Thankfully there is plenty of amusement in the form of John Leguizamo’s prehistoric parrot Alex, a wisecracking bird who also co-narrates the story alongside Justin Long’s Pachi. Alex’s high point is a scientific breakdown of the strength and power of a Gorgasaurus which results in Alex breaking down into uncontrollable laughter when he starts discussing the Gorgo’s incredibly tiny arms. Pachi is the runt of a litter of Pachyrhinosaurus – a bit like a Triceratops for those who’s knowledge of dinosaurs is limited – and the story follows him as he learns the ways of the world (death, migration, more death) and grows to become a leader within his herd and seeks the love of Juniper, a Pachyrhinosaurus from another herd. This is where the film falls flat – if you’re going to do a Land Before Time style story, you need to at least to have characters you care about. In this case the characters are, Alex’s wisecracks aside, mostly superfluous and the story doesn’t engage you emotionally. If we cared about the characters then it would be a different film entirely, and that seems to be the mark they were aiming for. Sadly, it falls far short.
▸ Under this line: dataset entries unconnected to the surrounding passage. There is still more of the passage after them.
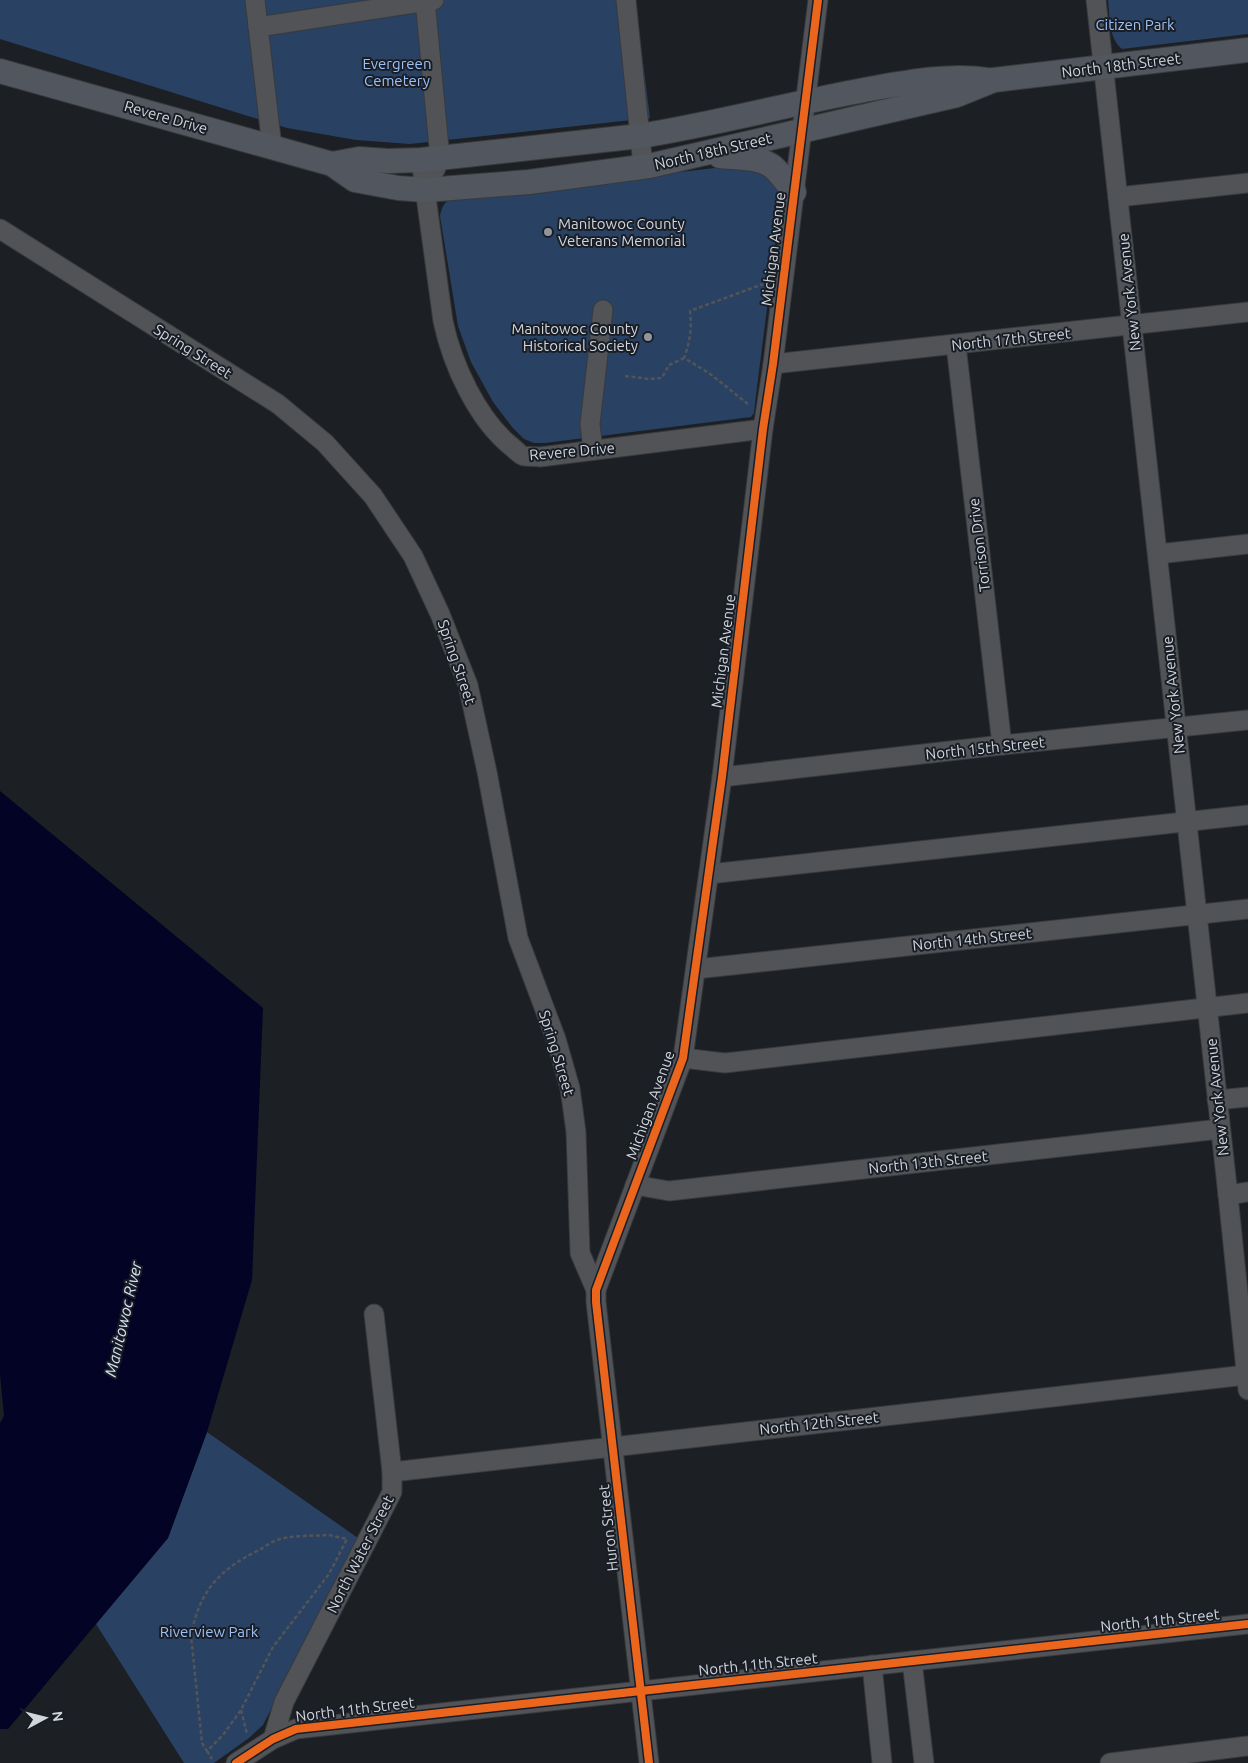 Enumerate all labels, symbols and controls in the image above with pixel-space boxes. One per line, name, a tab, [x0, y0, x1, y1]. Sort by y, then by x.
park label: Citizen Park	[1095, 16, 1175, 33]
street label: North 18th Street	[1061, 49, 1182, 81]
park label: Evergreen Cemetery	[363, 55, 431, 89]
street label: Revere Drive	[122, 97, 210, 137]
street label: North 18th Street	[653, 129, 773, 173]
street label: Michigan Avenue	[758, 191, 788, 307]
place label: Manitowoc County Veterans Memorial	[558, 215, 685, 249]
marker: Manitowoc County Veterans Memorial	[542, 226, 554, 238]
street label: New York Avenue	[1114, 232, 1144, 352]
street label: Spring Street	[151, 320, 235, 382]
place label: Manitowoc County Historical Society	[511, 320, 638, 354]
street label: North 17th Street	[951, 324, 1072, 354]
marker: Manitowoc County Historical Society	[642, 331, 654, 343]
street label: Revere Drive	[528, 439, 616, 463]
street label: Torrison Drive	[965, 497, 993, 593]
street label: Michigan Avenue	[708, 593, 738, 709]
street label: Spring Street	[435, 617, 479, 707]
street label: New York Avenue	[1158, 635, 1188, 755]
street label: North 15th Street	[925, 733, 1046, 763]
street label: North 14th Street	[912, 924, 1033, 954]
street label: Spring Street	[536, 1008, 578, 1098]
street label: New York Avenue	[1202, 1037, 1232, 1157]
street label: Michigan Avenue	[622, 1048, 678, 1162]
street label: North 13th Street	[868, 1147, 989, 1177]
water label: Manitowoc River	[101, 1259, 145, 1378]
street label: North 12th Street	[759, 1408, 880, 1438]
street label: Huron Street	[595, 1484, 621, 1572]
street label: North Water Street	[323, 1492, 397, 1616]
street label: North 11th Street	[1100, 1605, 1221, 1635]
park label: Riverview Park	[160, 1623, 259, 1640]
street label: North 11th Street	[698, 1649, 819, 1679]
north arrow	[20, 1693, 70, 1743]
street label: North 11th Street	[295, 1693, 416, 1725]
text: N	[49, 1710, 66, 1723]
It’s all contained within a rather needless framing story where paleontologist Karl Urban (sorry, what?! Did he have a spare day to shoot this or something?) takes his niece and nephew out to a dig site where he had previously found a fossilised dinosaur tooth. His niece wonders what happened to the dinosaur that lost the tooth, and needless to say we find out. It’s watchable, but nothing anywhere near as groundbreaking as the series that spawned it. The science aspect isn’t put over as well as it could have been, and it would have clearly been a better received film if it had at least followed the same template as the TV series. Still, it does at least put focus on a different bunch of dinosaurs than we’re used to seeing on the big screen, so for that it should be commended. With that said however, the ones we do get to experience are essentially variations on the theme. As discussed above, a Pachyrhinosaurus looks a bit like a Triceratops, the Gorgasaurus looks a bit like a T-Rex, and so on. The other aspect to keep in mind is that research into dinosaurs is constantly evolving, so much of what features here was already out of date some time ago.
Favourite scene: Alex rips into the Gorgosaurus and his tiny arms.
Quote: “Lumber like the wind!”
Silly Moment: They’re talking but their mouths aren’t moving!